I would try again to help.   I would mention how Ma Joad was a strong, powerful woman and how important she was to the family, which is what a few random articles on my phone told me.  She would tell me that what I was saying wasn’t helping her, that her ideas were just floating in her brain but she could not get them to her hands to type them out.  So, I did what I always do and I tried to tell her a few dumb jokes.  I’d mention how this essay should be easy because it was about feminism and she was the worlds biggest feminist.  She’d give me a courtesy laugh and then tell me I was being chauvinistic and that she really needed to work on this.

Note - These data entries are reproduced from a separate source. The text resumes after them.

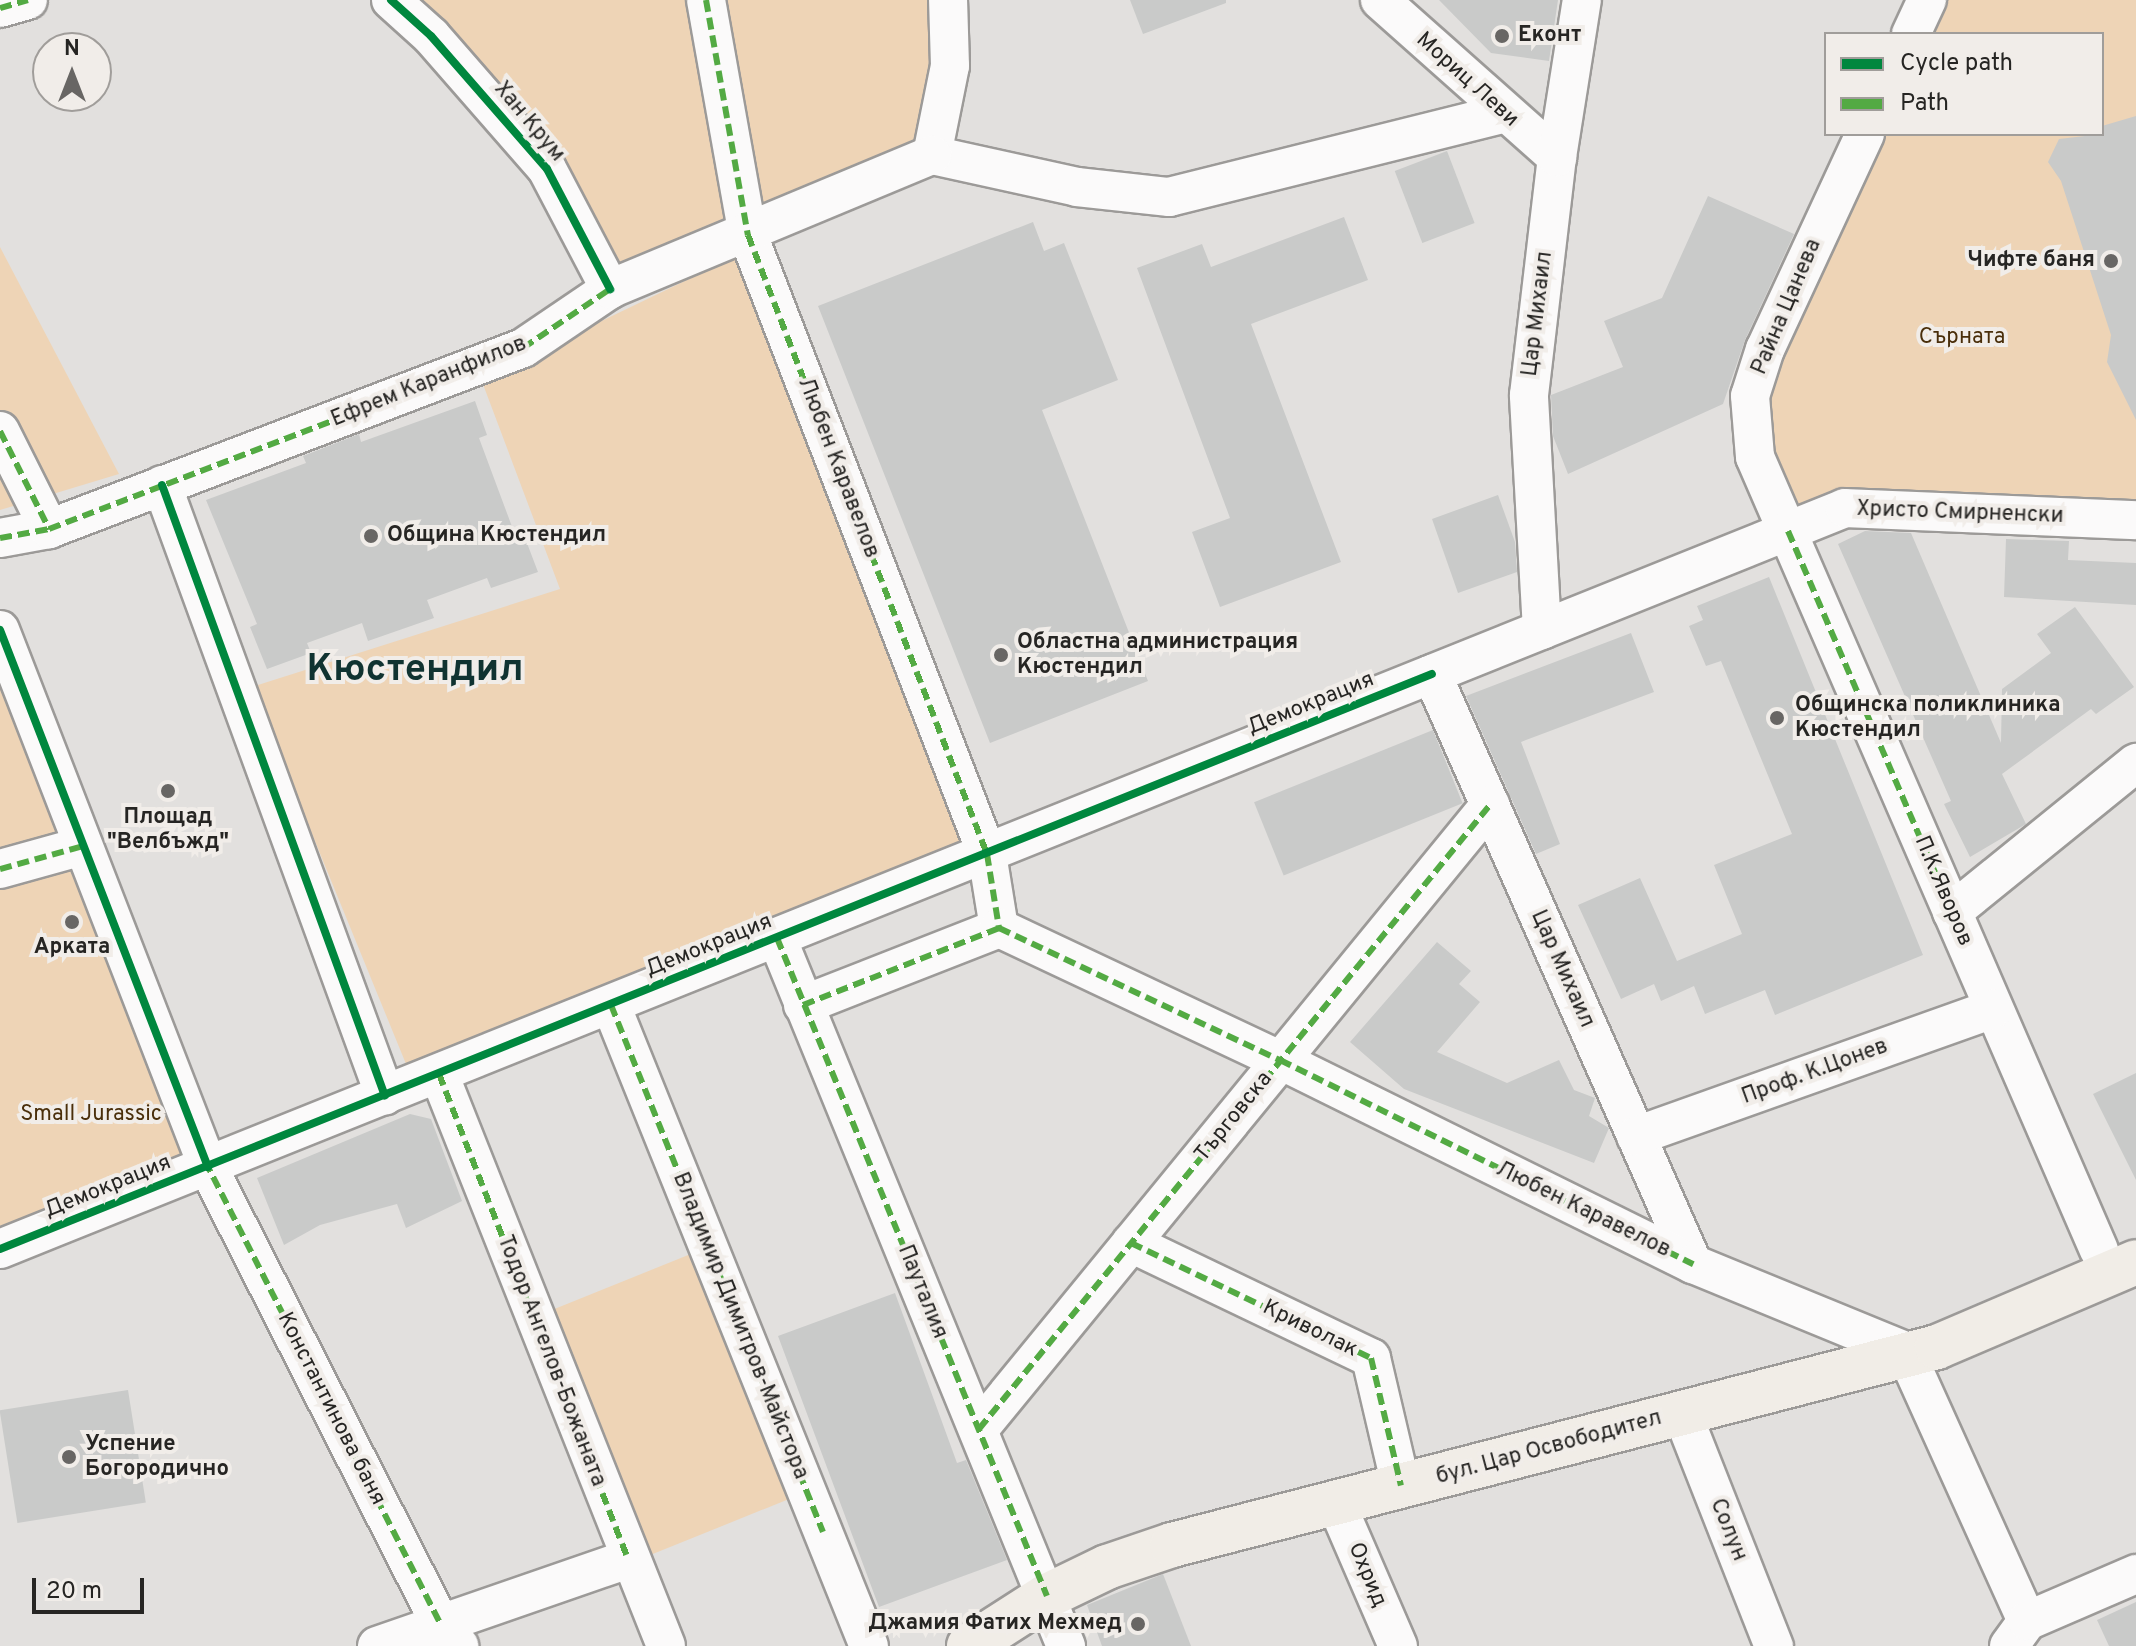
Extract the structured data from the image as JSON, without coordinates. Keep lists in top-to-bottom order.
{
  "streets": {
    "main road": ["бул. Цар Освободител"],
    "street": [
      "Мориц Леви",
      "Хан Крум",
      "Райна Цанева",
      "Цар Михаил",
      "Ефрем Каранфилов",
      "Любен Kаравелов",
      "Христо Смирненски",
      "Демокрация",
      "П.К.Яворов",
      "Проф. К.Цонев",
      "Търговска",
      "Пауталия",
      "Владимир Димитров-Майстора",
      "Криволак",
      "Тодор Ангелов-Божаната",
      "Константинова баня",
      "Солун",
      "Охрид"
    ]
  },
  "crossings": [
    ["Мориц Леви", "Цар Михаил"],
    ["Хан Крум", "Ефрем Каранфилов"],
    ["Райна Цанева", "Христо Смирненски"],
    ["Райна Цанева", "Демокрация"],
    ["Райна Цанева", "П.К.Яворов"],
    ["Цар Михаил", "Любен Kаравелов"],
    ["Цар Михаил", "Демокрация"],
    ["Цар Михаил", "Проф. К.Цонев"],
    ["Цар Михаил", "Търговска"],
    ["Ефрем Каранфилов", "Любен Kаравелов"],
    ["Любен Kаравелов", "Демокрация"],
    ["Любен Kаравелов", "Търговска"],
    ["Любен Kаравелов", "бул. Цар Освободител"],
    ["Христо Смирненски", "Демокрация"],
    ["Христо Смирненски", "П.К.Яворов"],
    ["Демокрация", "П.К.Яворов"],
    ["Демокрация", "Пауталия"],
    ["Демокрация", "Владимир Димитров-Майстора"],
    ["Демокрация", "Тодор Ангелов-Божаната"],
    ["Демокрация", "Константинова баня"],
    ["П.К.Яворов", "Проф. К.Цонев"],
    ["Търговска", "Пауталия"],
    ["Търговска", "Криволак"],
    ["Пауталия", "бул. Цар Освободител"],
    ["Криволак", "бул. Цар Освободител"],
    ["бул. Цар Освободител", "Солун"],
    ["бул. Цар Освободител", "Охрид"]
  ],
  "districts": ["Кюстендил"],
  "parks": ["Сърната", "Small Jurassic"],
  "places": [
    "Еконт",
    "Чифте баня",
    "Община Кюстендил",
    "Областна администрация Кюстендил",
    "Общинска поликлиника Кюстендил",
    "Площад \"Велбъжд\"",
    "Арката",
    "Успение Богородично",
    "Джамия Фатих Мехмед"
  ],
  "legend": ["Cycle path", "Path"],
  "scale_bar": "20 m",
  "north": "top"
}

So, I settled in and watched her work.  I laid on that floor and just sat there.  I wasn’t looking at my phone because I knew at any moment she could ask me a question or she could break down in tears about how school is so overwhelming and about how she’ll never finish her homework and that means she’ll get bad grades and not get into a good college and probably end up addicted to drugs living on the street.  All from not being able to do a 10th grade English essay.  I’ll hear about how her teachers are the worst and how unfair they are to her and her classmates.

But, then something magical happens.  She settles down and I hear her tiny little fingers start banging away on the keyboard.  I see her frown turn into a smile and I know she found whatever it is she was looking for.  And about 10 minutes later I hear her say “Thanks Dad, I’m all set.  You can go to bed”.  So, I get up to walk out and I say the same thing I always do “I did nothing, you just figured it out”.  And I walk out of the room completely amazed at her process.  Amazed at how smart she is, amazed that she even bothers to still ask for my help even though she knows she doesn’t need it.  I used to think I was actually helping with her work, but she’s so much smarter and more driven than I ever was that I know that is not the case.  She needs someone to just share in her stress for a few minutes and I love that I get to be that person.  Sure, Mom gets to be that person when it comes to almost everything else for her, but school stuff she picks me.  Even when Mom is home, when I hear “Dadddddd” I know that I need to pretend I am smart again and be ready for whatever questions come my way.  And she’s in these college level classes that require her to think and not to just copy from whatever Google she could find.  So, I am WAY out of my league.  But, she asks for my help and I love that she does.

Last night we watched Survivor and she fell asleep as she always does with about 10 minutes left in the show.  I took a picture of her sleeping and I had this weird thought about how I am going to miss that little quirk about her when she leaves for college in 2 and a half short years.  She woke up after the show was over and as she was searching for her phone that had fallen under a cushion on the couch I told her that I was going to miss this someday.  About how I will be watching the show while she is away and I how I will try to call her to catch up on the show.  She will be so busy living her life she will forget about it and as we are talking she will be frantically Googling things that happened so she can pretend she watched and entertain her Dad for the few short minutes they get on the phone.   Her Dad will know, but he will just be happy he’s talking to his little girl.

Please slow this down.  It’s going way way too fast. I don’t know what God I believe in but I do know someone or something has blessed me with such a great little girl. But if you are listening is there any chance you could just look away from the clock so I could steal a few extra seconds?